2. How much size and market players have already established positions, and betting on a certain scenario, and what scenario/trigger/catalyst will cause them to unwind their positions. Also what scenario/trigger/catalyst will cause them to unwind and reverse their positions.
If you can understand the above, then you can understand almost every single situation and human behavior in the financial markets.
Order flow, information flow, macro, etc, can give you greater insight to help you size trades better. The reason is because you are analyzing the very foundations of the market and what really causes it to move. When you think of the markets in terms of a battle of macro scenarios, then all sorts of interesting situations can jump out. The tech ind/chart/price pattern trader struggles to know when to “Go For the Jugular” because the tools and strategy they use don’t really help them in determining if a monster trade is coming or not. All those fibs, stochastics, head and shoulders, etc, cannot really tell you whether the trade win rate is very high or low, or whether the reward and risk is high or low.
Macro analysis, interpretations of the information flow, playing out the battle of scenarios, and the concepts in the Mastery Course can all help you in figuring out when to Go For the Jugular or not.
Soros knew about these concepts and principles when he Broke the Bank of England. He and Druckenmiller did the macro analysis, battle of scenarios, interpreted the information flow for the situation at that moment in time and leveraged up their funds $3.3 billion capital, 3x to place a $10 billion short on the British Pound.
A pure trend follower or tech trader, would have never Gone For The Jugular, because the tools they use cannot help them in truly analyzing the very foundations of what causes the price to move. So they are reduced to only betting very small sizes all the time, struggling to know when a trade warrants a big size or not.
I combine all the sentiment, risk on, risk off, macro, scenarios all into the: news/sentiment/fundamental/macro players. That makes it easier for me. Risk appetite / Risk Aversion influences the sentiment/fund/macro players for various reasons. When you said that people are long USD/JPY and going long USD/JPY betting on a Fed taper and BoJ doing more QE, etc, that is all true. Risk on / risk off does influence those things, depending on the nature of why there is risk on/ risk off.
For example, over the last 2 weeks or so, USD/JPY was going down due to the debt battle in the U.S. It caused risk aversion, but not only that. The longer the debt battle lasts, the more economic damage it causes in the U.S. and that increases the likelihood that the Fed will keep delaying taper, thus causing more profit taking in USD/JPY as those macro buyers unwind their long trades. So USD/JPY was both going down because of some risk aversion causing general JPY bullishness, but also because of the change in expectations regarding the macro scenario of how fast the Fed will taper, etc.
I just combine everything into the news/sent/fund/macro players which will cause the volatility of the ODVE, MDMM and GM moves. That makes it easier for me to understand.

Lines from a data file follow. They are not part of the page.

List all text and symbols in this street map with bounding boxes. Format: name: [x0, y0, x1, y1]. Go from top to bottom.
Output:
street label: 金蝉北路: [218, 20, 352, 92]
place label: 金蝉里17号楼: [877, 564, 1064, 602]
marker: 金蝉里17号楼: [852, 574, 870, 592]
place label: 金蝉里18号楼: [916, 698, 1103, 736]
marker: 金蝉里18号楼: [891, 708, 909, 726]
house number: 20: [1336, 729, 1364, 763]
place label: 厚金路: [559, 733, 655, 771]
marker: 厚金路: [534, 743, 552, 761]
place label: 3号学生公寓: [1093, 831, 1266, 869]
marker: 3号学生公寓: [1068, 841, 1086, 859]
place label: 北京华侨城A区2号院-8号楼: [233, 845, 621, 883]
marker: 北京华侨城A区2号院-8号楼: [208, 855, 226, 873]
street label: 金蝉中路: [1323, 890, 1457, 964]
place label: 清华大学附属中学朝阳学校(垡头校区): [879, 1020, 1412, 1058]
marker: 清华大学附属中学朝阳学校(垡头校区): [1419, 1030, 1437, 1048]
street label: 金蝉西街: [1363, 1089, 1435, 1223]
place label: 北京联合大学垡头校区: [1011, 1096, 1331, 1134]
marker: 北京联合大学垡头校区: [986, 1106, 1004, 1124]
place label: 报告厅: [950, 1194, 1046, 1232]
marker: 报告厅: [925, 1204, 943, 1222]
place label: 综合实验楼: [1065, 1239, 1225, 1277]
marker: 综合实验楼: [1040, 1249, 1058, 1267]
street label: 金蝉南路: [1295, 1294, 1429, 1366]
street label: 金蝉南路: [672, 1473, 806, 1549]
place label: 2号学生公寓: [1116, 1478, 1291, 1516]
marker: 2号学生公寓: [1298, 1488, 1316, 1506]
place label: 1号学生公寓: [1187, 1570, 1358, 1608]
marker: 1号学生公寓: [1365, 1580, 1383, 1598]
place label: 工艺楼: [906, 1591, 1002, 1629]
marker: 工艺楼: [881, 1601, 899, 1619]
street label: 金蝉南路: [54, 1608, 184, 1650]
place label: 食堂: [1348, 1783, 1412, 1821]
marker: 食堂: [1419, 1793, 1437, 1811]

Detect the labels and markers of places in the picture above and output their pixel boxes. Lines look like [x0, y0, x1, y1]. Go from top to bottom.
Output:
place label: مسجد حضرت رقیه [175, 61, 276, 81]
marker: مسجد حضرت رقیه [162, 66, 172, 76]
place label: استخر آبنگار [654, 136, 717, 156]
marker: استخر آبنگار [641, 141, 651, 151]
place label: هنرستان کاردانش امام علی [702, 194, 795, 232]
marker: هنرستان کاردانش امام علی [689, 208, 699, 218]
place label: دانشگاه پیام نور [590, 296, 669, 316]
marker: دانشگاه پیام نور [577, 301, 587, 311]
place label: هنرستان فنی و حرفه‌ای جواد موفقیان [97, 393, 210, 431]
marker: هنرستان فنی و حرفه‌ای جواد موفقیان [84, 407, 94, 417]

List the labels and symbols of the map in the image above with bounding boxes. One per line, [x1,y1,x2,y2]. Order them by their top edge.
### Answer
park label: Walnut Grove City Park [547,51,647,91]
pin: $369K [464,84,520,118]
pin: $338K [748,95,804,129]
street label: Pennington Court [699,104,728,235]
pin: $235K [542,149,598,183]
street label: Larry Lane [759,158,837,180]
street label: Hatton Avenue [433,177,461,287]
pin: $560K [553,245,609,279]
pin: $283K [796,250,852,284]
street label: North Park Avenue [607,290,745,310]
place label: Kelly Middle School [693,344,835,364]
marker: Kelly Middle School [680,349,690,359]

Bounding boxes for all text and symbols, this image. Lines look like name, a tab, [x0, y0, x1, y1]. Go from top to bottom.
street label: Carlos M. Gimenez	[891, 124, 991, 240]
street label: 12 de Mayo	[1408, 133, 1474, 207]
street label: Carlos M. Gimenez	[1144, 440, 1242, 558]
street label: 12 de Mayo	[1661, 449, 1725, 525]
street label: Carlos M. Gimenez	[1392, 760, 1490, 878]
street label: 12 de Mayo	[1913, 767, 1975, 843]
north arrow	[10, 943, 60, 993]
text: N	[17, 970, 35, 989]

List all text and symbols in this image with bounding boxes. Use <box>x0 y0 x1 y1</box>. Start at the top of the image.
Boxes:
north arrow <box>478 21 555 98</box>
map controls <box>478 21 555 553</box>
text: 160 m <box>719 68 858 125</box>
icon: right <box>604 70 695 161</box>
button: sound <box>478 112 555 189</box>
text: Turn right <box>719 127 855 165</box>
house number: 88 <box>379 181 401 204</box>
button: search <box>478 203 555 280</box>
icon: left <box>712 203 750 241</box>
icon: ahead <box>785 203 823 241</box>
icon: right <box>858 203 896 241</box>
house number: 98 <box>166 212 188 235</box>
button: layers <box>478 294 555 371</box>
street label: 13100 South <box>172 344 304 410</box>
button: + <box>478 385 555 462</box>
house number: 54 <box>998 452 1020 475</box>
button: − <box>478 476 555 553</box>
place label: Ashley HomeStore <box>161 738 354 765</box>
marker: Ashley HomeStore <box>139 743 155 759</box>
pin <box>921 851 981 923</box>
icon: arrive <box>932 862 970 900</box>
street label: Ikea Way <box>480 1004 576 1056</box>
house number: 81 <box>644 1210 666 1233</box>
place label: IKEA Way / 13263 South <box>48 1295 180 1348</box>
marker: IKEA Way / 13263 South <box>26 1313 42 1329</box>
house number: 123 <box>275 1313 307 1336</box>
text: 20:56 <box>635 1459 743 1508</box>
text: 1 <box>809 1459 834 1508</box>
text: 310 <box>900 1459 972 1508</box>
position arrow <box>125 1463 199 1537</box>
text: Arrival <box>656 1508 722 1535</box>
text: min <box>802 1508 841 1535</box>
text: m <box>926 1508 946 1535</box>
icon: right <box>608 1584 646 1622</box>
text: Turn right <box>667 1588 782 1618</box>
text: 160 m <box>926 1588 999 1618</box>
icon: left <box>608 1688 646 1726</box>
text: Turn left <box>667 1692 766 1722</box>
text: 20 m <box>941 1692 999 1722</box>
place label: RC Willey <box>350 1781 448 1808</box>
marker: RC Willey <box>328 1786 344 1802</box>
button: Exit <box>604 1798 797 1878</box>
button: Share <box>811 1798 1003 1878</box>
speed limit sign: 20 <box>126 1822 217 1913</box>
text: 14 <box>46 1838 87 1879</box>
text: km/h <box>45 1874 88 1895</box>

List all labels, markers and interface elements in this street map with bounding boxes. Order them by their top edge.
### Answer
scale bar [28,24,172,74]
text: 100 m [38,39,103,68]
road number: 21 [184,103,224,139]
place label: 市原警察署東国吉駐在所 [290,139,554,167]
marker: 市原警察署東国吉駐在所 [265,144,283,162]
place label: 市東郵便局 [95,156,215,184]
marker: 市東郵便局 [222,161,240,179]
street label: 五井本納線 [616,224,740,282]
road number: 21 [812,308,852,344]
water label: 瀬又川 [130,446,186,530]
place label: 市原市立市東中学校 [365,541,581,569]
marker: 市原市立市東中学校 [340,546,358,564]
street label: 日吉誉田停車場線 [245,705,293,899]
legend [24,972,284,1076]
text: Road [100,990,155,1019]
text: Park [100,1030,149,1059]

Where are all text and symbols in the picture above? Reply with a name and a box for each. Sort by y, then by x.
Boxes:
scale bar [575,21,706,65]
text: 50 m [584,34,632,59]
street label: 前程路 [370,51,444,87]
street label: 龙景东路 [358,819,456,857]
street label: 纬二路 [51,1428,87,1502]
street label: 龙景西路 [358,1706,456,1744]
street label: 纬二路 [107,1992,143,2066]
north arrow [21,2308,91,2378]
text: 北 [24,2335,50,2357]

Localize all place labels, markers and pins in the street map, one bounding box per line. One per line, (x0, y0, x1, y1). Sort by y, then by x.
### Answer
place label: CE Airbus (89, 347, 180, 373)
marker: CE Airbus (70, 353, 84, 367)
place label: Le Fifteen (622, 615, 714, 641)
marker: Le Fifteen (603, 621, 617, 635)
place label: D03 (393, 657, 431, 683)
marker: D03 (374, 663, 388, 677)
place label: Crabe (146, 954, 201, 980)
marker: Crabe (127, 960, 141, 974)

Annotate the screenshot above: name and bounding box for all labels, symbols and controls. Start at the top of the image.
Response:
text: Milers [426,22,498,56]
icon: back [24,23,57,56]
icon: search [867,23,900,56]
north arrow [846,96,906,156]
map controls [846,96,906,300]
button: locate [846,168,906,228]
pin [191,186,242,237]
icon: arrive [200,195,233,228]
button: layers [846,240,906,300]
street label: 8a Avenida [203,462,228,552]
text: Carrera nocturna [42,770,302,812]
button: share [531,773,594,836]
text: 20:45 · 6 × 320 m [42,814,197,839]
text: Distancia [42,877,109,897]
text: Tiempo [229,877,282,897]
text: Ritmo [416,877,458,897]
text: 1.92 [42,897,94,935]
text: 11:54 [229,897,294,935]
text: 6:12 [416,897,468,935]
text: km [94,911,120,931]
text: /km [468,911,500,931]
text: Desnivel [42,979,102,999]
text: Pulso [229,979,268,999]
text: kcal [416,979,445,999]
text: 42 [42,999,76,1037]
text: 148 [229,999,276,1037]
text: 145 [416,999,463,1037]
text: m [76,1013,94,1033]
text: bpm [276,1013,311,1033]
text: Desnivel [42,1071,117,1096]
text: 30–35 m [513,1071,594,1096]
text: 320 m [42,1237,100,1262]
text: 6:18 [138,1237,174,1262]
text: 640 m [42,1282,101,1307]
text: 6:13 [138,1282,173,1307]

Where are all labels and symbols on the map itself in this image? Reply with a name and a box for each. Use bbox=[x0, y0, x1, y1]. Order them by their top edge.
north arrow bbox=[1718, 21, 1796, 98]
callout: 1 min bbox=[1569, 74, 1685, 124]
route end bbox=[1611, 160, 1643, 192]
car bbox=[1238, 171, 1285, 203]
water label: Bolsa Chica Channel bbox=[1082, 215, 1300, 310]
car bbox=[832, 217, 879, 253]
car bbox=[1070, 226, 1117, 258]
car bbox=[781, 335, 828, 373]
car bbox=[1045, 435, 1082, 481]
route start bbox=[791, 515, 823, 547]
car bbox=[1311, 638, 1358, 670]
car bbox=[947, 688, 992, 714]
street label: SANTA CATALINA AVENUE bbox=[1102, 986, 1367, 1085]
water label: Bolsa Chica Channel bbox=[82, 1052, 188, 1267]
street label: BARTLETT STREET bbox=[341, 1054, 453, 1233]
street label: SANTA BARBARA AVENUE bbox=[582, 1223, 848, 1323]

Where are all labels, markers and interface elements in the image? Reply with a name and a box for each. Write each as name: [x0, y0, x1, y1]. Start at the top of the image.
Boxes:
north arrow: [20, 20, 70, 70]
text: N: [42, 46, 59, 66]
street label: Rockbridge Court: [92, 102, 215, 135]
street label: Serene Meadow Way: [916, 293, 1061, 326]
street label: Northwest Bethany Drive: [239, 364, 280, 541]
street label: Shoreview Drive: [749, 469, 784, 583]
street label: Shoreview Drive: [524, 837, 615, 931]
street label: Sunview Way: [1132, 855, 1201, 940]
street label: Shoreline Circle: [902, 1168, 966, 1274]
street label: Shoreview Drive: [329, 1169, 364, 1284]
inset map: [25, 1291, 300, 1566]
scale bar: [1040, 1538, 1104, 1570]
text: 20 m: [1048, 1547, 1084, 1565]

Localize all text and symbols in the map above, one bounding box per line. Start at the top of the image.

For structuring trades, I first ask myself: What is going to cause VOLATILITY to happen from the current moment. I try to make volatility first and foremost in my mind. Then I break it down into the various scenarios and countries that you mention that can cause volatility to happen. Which I analyze the recent news impacts and scenarios that have been moving the market. Then I go play out scenarios from the current moment. I say if this and this happens, then USD/JPY will probably move 100 pips, 300 pips, 500 pips. If this and this happens, this other currency pair will probably chop around, etc.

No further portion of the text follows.